### [SUPPLIED INFORMATION]
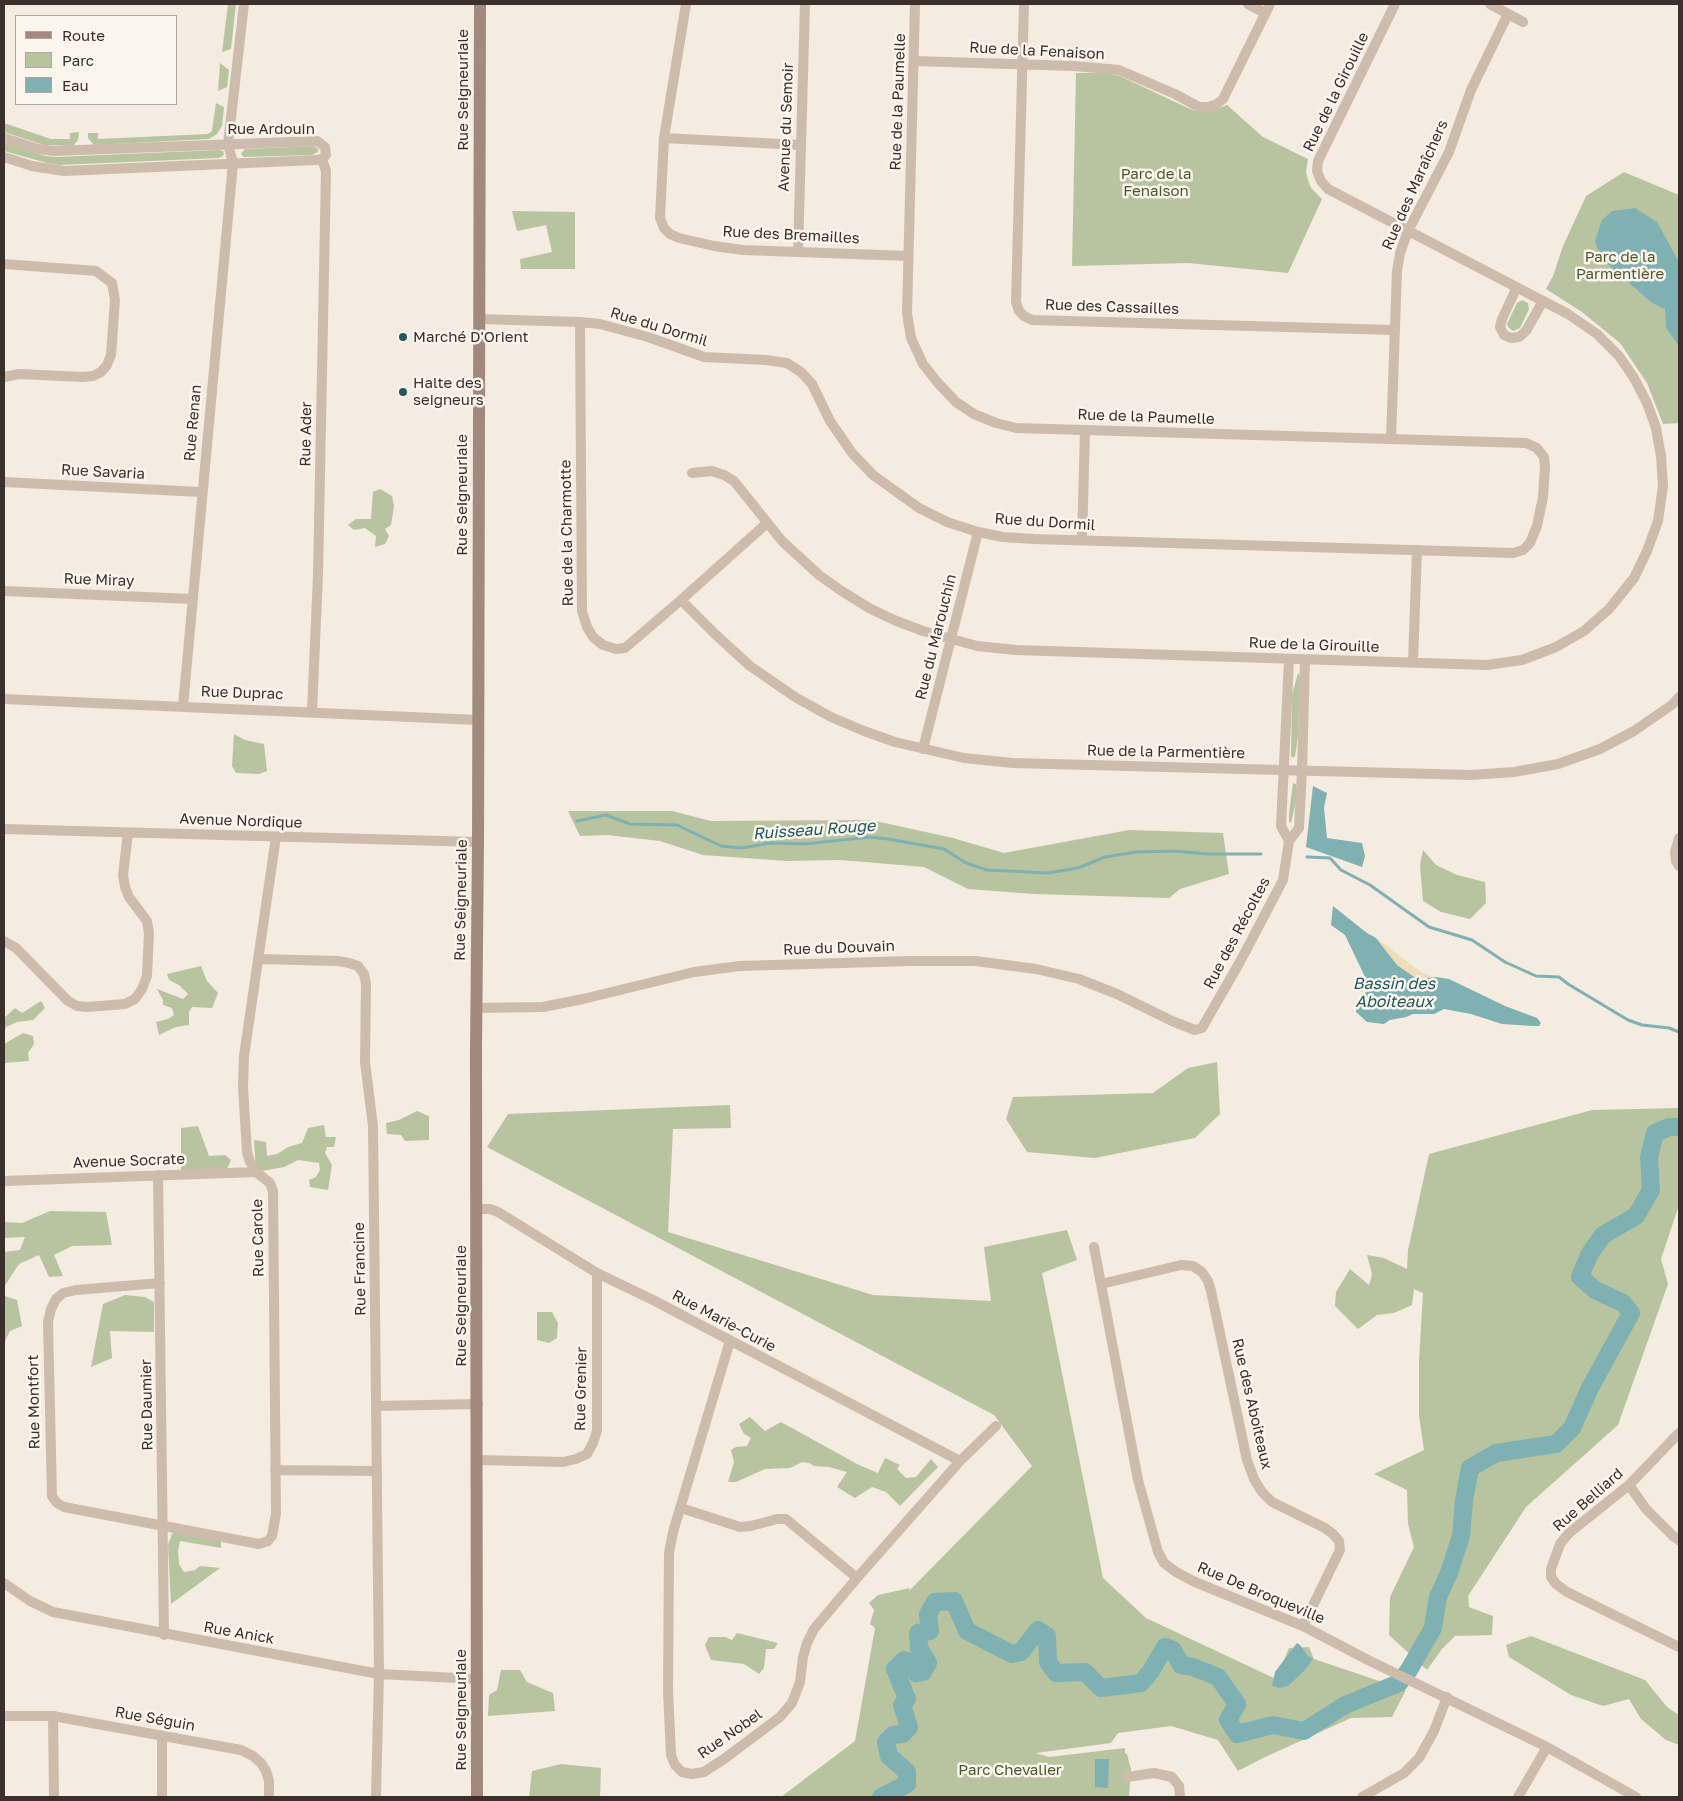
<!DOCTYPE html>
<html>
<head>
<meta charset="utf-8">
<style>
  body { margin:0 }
  #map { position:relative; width:1683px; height:1801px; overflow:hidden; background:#f4ebe1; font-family:"Golos Text",sans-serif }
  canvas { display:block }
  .frame { position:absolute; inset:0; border:5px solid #3b302b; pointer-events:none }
  .legend { position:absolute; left:15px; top:15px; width:162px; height:90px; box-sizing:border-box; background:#fbf5ee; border:1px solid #aea6a0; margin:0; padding:6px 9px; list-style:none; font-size:15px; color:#3b302b }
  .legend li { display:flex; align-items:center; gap:10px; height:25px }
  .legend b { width:25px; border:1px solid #aea6a0 }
</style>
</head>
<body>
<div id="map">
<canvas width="1683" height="1801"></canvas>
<div class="frame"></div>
<ul class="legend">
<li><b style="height:6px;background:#a18a7d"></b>Route</li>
<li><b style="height:14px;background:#b8c4a0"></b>Parc</li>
<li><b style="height:14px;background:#7fb0b2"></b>Eau</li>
</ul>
</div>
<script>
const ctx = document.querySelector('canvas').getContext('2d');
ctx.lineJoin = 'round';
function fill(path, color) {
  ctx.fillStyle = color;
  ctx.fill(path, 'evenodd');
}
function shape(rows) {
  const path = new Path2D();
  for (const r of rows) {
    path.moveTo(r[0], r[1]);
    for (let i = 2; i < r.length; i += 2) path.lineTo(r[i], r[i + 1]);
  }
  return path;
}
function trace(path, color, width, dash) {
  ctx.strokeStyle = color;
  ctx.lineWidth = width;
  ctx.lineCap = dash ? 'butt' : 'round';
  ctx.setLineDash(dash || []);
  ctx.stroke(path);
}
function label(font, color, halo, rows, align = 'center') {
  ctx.font = font + ' "Golos Text",sans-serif';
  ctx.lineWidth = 5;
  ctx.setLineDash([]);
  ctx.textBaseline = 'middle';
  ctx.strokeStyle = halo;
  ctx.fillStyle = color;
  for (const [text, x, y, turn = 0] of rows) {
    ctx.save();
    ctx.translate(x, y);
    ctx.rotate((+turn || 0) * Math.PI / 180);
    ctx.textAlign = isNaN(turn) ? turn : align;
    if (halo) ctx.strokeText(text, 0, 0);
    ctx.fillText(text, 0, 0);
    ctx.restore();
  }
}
fill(shape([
  [228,4,236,4,231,49,222,52],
  [220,63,229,70,227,87,218,91],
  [1076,73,1107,73,1120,76,1190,109,1199,112,1217,109,1227,105,1263,137,1308,159,1306,172,1308,180,1311,188,1322,199,1288,273,1188,263,1072,266],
  [216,103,224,107,222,126,217,134,209,139,94,145,88,138,88,133,98,133,98,139,208,134,212,131],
  [4,123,51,139,70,139,70,133,79,132,78,140,73,146,44,145,4,132],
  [4,143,45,156,56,157,219,150,223,151,224,154,223,156,219,158,59,165,47,163,4,151],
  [314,146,318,149,318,152,312,155,244,157,241,154,245,149],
  [1624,172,1679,195,1679,423,1663,424,1647,383,1620,343,1582,312,1546,289,1553,276,1563,246,1586,196],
  [512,211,575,212,575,269,521,269,520,259,552,252,546,225,517,231],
  [1522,300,1528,303,1529,309,1520,328,1513,331,1508,327,1507,324,1517,303],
  [380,489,392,496,394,506,391,525,385,529,389,536,385,544,375,547,376,536,365,528,354,530,348,525,356,519,371,519,373,492],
  [1298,673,1300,676,1298,737,1295,756,1293,758,1291,756,1292,695],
  [234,734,245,740,264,744,267,771,259,774,236,773,232,766],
  [1293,783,1296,784,1296,801,1291,823,1289,822,1289,814],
  [568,811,672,811,711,821,871,820,953,838,1004,853,1129,830,1223,833,1229,874,1180,889,1169,898,1034,894,968,889,924,867,841,860,787,861,703,855,660,841,607,835,580,836],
  [1423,850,1436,865,1457,875,1485,882,1486,903,1470,919,1441,912,1423,901,1420,865],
  [201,966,207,981,218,993,212,1008,192,1007,189,1012,189,1025,176,1027,159,1035,156,1022,168,1019,174,1015,172,1008,163,1005,163,1000,157,989,183,999,188,994,179,985,169,980,167,974],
  [41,1001,45,1008,33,1020,17,1022,6,1027,4,1031,4,1018,15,1008,22,1013],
  [23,1033,33,1036,34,1044,28,1053,29,1061,4,1063,4,1044],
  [1217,1062,1220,1114,1195,1138,1095,1158,1027,1152,1006,1119,1013,1097,1153,1093,1188,1068],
  [730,1105,731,1128,673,1129,668,1232,873,1295,991,1301,984,1247,1067,1230,1077,1260,1042,1273,1103,1578,1146,1618,1276,1679,1289,1648,1309,1647,1314,1659,1406,1690,1392,1717,1351,1718,1263,1758,1238,1771,1218,1740,1171,1726,1118,1733,1111,1743,1036,1753,1049,1757,1125,1748,1125,1753,1127,1754,1131,1769,1129,1797,781,1797,855,1741,875,1628,870,1624,874,1610,869,1603,878,1595,910,1588,909,1591,1032,1466,994,1415,487,1147,508,1114],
  [1679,1108,1679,1205,1661,1259,1668,1284,1618,1425,1526,1507,1468,1596,1469,1607,1493,1616,1492,1635,1455,1636,1442,1649,1427,1670,1389,1635,1390,1597,1414,1547,1408,1524,1407,1490,1374,1474,1424,1450,1419,1416,1419,1361,1423,1293,1414,1289,1412,1305,1394,1313,1377,1315,1358,1329,1335,1306,1336,1292,1350,1269,1369,1285,1372,1274,1367,1255,1384,1258,1407,1269,1408,1250,1429,1154,1592,1110],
  [417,1111,429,1116,429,1140,405,1141,401,1135,387,1134,386,1123,399,1120],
  [324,1125,326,1137,336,1137,334,1147,327,1147,325,1153,332,1165,328,1190,310,1187,309,1180,316,1177,320,1170,319,1163,298,1160,284,1167,256,1172,254,1140,266,1142,267,1156,277,1154,288,1147,302,1143,308,1128],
  [198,1126,209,1156,225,1155,231,1160,227,1169,181,1171,181,1128],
  [50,1211,106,1212,112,1245,72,1246,54,1255,63,1276,49,1277,39,1255,19,1264,4,1287,4,1252,20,1250,25,1237,4,1238,4,1222,22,1223],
  [4,1291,5,1296,17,1300,22,1326,10,1331,4,1343],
  [125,1295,145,1297,154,1302,154,1332,110,1331,112,1358,91,1367,103,1304],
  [537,1312,552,1312,558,1323,557,1338,549,1343,537,1340],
  [750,1417,765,1431,781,1422,859,1465,878,1473,885,1458,900,1465,897,1469,906,1478,916,1477,931,1459,938,1467,900,1506,886,1492,872,1487,855,1498,837,1487,847,1472,829,1467,814,1466,809,1463,802,1462,790,1468,765,1469,736,1482,728,1482,734,1462,731,1450,736,1447,747,1446,751,1438,744,1434,739,1424],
  [180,1527,221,1536,221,1548,180,1541,178,1551,179,1564,184,1572,195,1570,200,1566,220,1568,171,1604,168,1545,172,1534],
  [737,1633,778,1643,774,1649,766,1649,764,1668,759,1674,744,1664,711,1660,705,1645,709,1637,725,1637,732,1640],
  [1531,1636,1645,1680,1667,1707,1679,1715,1679,1745,1666,1740,1641,1719,1629,1699,1603,1706,1571,1695,1509,1657,1506,1645],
  [501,1670,520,1670,527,1682,553,1693,555,1711,488,1716,489,1695,497,1690],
  [561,1764,601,1768,600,1797,529,1797,532,1771]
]), '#b8c4a0');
fill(shape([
  [1376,938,1421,972,1432,977,1417,979,1397,965]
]), '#efdcb8');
fill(shape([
  [1635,208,1657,222,1679,262,1679,346,1666,328,1665,309,1652,303,1601,258,1595,241,1602,220,1612,211],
  [1313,786,1327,793,1324,808,1327,838,1362,843,1365,856,1362,867,1306,847],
  [1333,906,1367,933,1376,938,1397,965,1417,979,1436,977,1449,979,1505,1006,1537,1018,1541,1023,1539,1026,1533,1026,1502,1024,1471,1014,1444,1009,1434,1014,1413,1014,1406,1017,1390,1020,1384,1024,1367,1022,1356,1012,1356,1006,1368,989,1366,979,1345,935,1331,925],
  [1297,1643,1300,1645,1308,1656,1313,1659,1304,1671,1288,1686,1280,1688,1272,1686,1275,1672],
  [1095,1759,1109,1759,1108,1788,1095,1787]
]), '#7fb0b2');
trace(shape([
  [577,821,606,815,630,824,677,825,721,846,742,848,770,843,805,844,869,837,888,839,944,849,966,863,987,870,1048,873,1078,868,1105,857,1136,852,1174,851,1208,854,1261,854],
  [1307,857,1330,858,1341,870,1370,885,1429,927,1472,940,1505,962,1536,976,1559,977,1568,984,1628,1020,1642,1025,1669,1028,1679,1032]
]), '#7fb0b2', 3);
trace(shape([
  [881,1797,907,1784,907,1772,889,1756,886,1742,893,1735,903,1734,909,1727,902,1705,907,1699,895,1669,904,1660,909,1662,916,1673,923,1672,928,1663,919,1648,918,1633,930,1631,928,1614,935,1602,954,1601,967,1631,1012,1654,1021,1652,1038,1630,1047,1636,1048,1662,1056,1673,1085,1672,1101,1688,1141,1683,1151,1671,1165,1647,1173,1650,1181,1665,1193,1667,1218,1677,1237,1704,1228,1720,1237,1734,1273,1725,1304,1731,1345,1705,1399,1683,1409,1670,1433,1628,1438,1597,1449,1573,1461,1536,1464,1500,1470,1468,1496,1453,1556,1444,1572,1428,1590,1388,1631,1313,1623,1303,1595,1290,1580,1277,1589,1255,1603,1235,1636,1216,1651,1190,1649,1157,1655,1133,1669,1127,1679,1127]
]), '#7fb0b2', 18);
trace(shape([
  [686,4,664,138,660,218,664,228,670,234,679,238,714,246,743,250,908,256],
  [1024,4,1016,302,1019,311,1024,316,1032,320,1395,330],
  [1248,4,1265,13],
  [1490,4,1523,22],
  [914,61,1074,66,1119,70,1175,94,1199,107,1209,107,1217,104,1223,99,1270,4],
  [4,138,38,149,54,151,317,141,325,147,326,155,322,159,316,160,64,171,32,166,4,157],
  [664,138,800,145],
  [798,252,805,4],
  [4,264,96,271,112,283,115,300,111,355,107,365,101,372,93,376,83,377,19,374,4,377],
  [1517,287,1502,319,1500,327,1504,335,1511,338,1519,337,1526,331,1543,301],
  [479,319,580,322,600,324,648,337,704,357,766,360,787,363,801,372,812,384,830,421,852,453,873,475,919,508,947,522,978,532,1003,537,1034,539,1513,553,1523,550,1530,543,1537,526,1543,497,1545,467,1544,457,1537,448,1526,443,1016,428,996,423,974,414,956,402,938,383,923,364,911,338,907,313,915,4],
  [580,322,582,611,587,627,593,637,603,645,616,649,625,648,681,600,766,524],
  [1391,439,1397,271,1400,253,1408,231,1449,152,1471,90,1508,14],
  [692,473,712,471,724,475,734,481,782,541,819,575,840,590,869,608,894,620,923,631,977,646,1016,650,1487,665,1522,660,1556,647,1584,631,1609,609,1634,578,1647,551,1658,521,1663,486,1661,456,1656,428,1647,403,1634,378,1619,356,1597,334,1568,314,1328,189,1321,181,1317,171,1318,161,1395,4],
  [4,482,201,492],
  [1082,540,1085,431],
  [4,591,192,599],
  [681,600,715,634,750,666,795,697,831,717,864,731,895,742,964,758,1013,763,1471,775,1514,772,1558,764,1600,749,1634,731,1673,704,1679,697],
  [1413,662,1417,550],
  [4,699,478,720],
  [183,706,233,163,228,144,244,4],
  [312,711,318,575,326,171,322,159],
  [923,749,978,532],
  [4,829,478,842],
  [1679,838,1675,852,1676,861,1679,866],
  [1289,841,1281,826,1289,660],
  [4,941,16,948,68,1001,77,1006,87,1007,125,1004,135,999,142,989,147,976,149,933,147,921,129,897,125,887,123,875,128,833],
  [259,959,338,961,349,963,358,966,364,974,366,984,365,1062,373,1126,379,1674,376,1797],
  [476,1008,543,1007,583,999,694,972,740,966,911,961,975,961,1036,969,1079,979,1117,994,1172,1021,1195,1030,1202,1028,1241,960,1283,880,1289,841,1299,828,1302,771,1305,660],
  [158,1175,164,1635],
  [4,1181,256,1172],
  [476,1209,490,1209,498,1212,597,1273,653,1300,960,1461],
  [1094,1247,1138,1480,1158,1552,1164,1563,1176,1572,1195,1582,1303,1626,1368,1660,1547,1747,1636,1797],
  [160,1283,76,1290,63,1293,56,1299,51,1309,48,1322,52,1496,57,1503,64,1507,259,1544,268,1541,272,1536,276,1514,273,1191,270,1183,256,1172,250,1162,247,1152,243,1087,244,1056,276,837],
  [1101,1284,1181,1265,1193,1266,1202,1272,1208,1281,1211,1291,1247,1460,1254,1479,1262,1492,1272,1502,1325,1528,1333,1534,1339,1541,1340,1550,1303,1626],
  [730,1341,673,1532,669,1553,668,1691,671,1755,675,1765,682,1772,692,1774,704,1772,724,1759,780,1717,792,1703,800,1682,803,1657,807,1643,814,1629,857,1578,960,1461,996,1426],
  [376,1406,478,1404],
  [1679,1433,1629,1485,1569,1533,1560,1544,1551,1569,1551,1577,1556,1584,1567,1592,1679,1647],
  [478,1460,563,1462,576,1459,587,1454,593,1443,597,1431,597,1273],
  [275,1470,377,1471],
  [1629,1485,1646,1509,1673,1536,1679,1540],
  [681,1508,740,1527,751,1526,777,1519,786,1519,857,1578],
  [4,1583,30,1601,53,1612,379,1674,477,1679],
  [4,1716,53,1716,241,1750,253,1756,261,1763,266,1771,269,1781,269,1797],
  [53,1716,54,1797],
  [1127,1777,1154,1773,1172,1777,1179,1786,1180,1797],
  [162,1797,162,1736],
  [1362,1797,1404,1773,1419,1758,1434,1731,1447,1697],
  [1518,1797,1547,1747]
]), '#cdbbac', 10);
trace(shape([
  [477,1797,476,1049,478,842,480,4]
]), '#a18a7d', 12);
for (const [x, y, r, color] of [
  [403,337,5,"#1f5a5e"],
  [403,392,5,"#1f5a5e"]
]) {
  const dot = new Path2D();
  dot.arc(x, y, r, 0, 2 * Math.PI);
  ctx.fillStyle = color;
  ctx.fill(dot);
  trace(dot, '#fbf5ee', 2);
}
label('15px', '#3b302b', '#fbf5ee', [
  ["Rue de la Fenaison",1037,51,3],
  ["Rue Seigneuriale",463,90,-90],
  ["Rue de la Girouille",1336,92,-64],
  ["Rue de la Paumelle",898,102,-88],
  ["Avenue du Semoir",786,127,-88],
  ["Rue Ardouin",271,129],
  ["Rue des Maraîchers",1415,185,-66],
  ["Rue des Bremailles",791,235,3],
  ["Rue des Cassailles",1112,307,2],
  ["Rue du Dormil",659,327,17],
  ["Rue de la Paumelle",1146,417,2],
  ["Rue Renan",193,423,-85],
  ["Rue Ader",306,434,-89],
  ["Rue Savaria",103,472,3],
  ["Rue Seigneuriale",462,495,-90],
  ["Rue du Dormil",1045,522,4],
  ["Rue de la Charmotte",567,533,-91],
  ["Rue Miray",99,580,2],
  ["Rue du Marouchin",936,637,-76],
  ["Rue de la Girouille",1314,645,2],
  ["Rue Duprac",242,693,2],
  ["Rue de la Parmentière",1166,752,1],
  ["Avenue Nordique",241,821,2],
  ["Rue Seigneuriale",461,900,-89],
  ["Rue des Récoltes",1237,933,-62],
  ["Rue du Douvain",839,948,-2],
  ["Avenue Socrate",129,1161,-2],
  ["Rue Carole",258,1238,-91],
  ["Rue Francine",360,1269,-91],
  ["Rue Seigneuriale",461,1306,-90],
  ["Rue Marie-Curie",724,1321,28],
  ["Rue Grenier",581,1389,-89],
  ["Rue Montfort",34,1402,-91],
  ["Rue des Aboiteaux",1252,1404,77],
  ["Rue Daumier",147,1405,-91],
  ["Rue Belliard",1588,1500,-41],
  ["Rue De Broqueville",1261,1593,23],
  ["Rue Anick",239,1633,10],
  ["Rue Seigneuriale",461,1710,-90],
  ["Rue Séguin",155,1719,10],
  ["Rue Nobel",730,1734,-35]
]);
label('15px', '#4a5a2e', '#fbf5ee', [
  ["Parc de la",1156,174],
  ["Fenaison",1156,191],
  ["Parc de la",1620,257],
  ["Parmentière",1620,274],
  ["Parc Chevalier",1010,1770]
]);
label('15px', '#3b302b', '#fbf5ee', [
  ["Marché D'Orient",413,337],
  ["Halte des",413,383],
  ["seigneurs",413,400]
], 'left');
label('italic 16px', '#1f5a5e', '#fbf5ee', [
  ["Ruisseau Rouge",814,830,-4],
  ["Bassin des",1394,984],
  ["Aboiteaux",1394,1002]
]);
</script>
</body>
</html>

### [ACTIVITY]
Of all the lines in the data, count those that contain "function" and give that figure with nothing else.

### [SOLUTION FOR THIS TASK]
4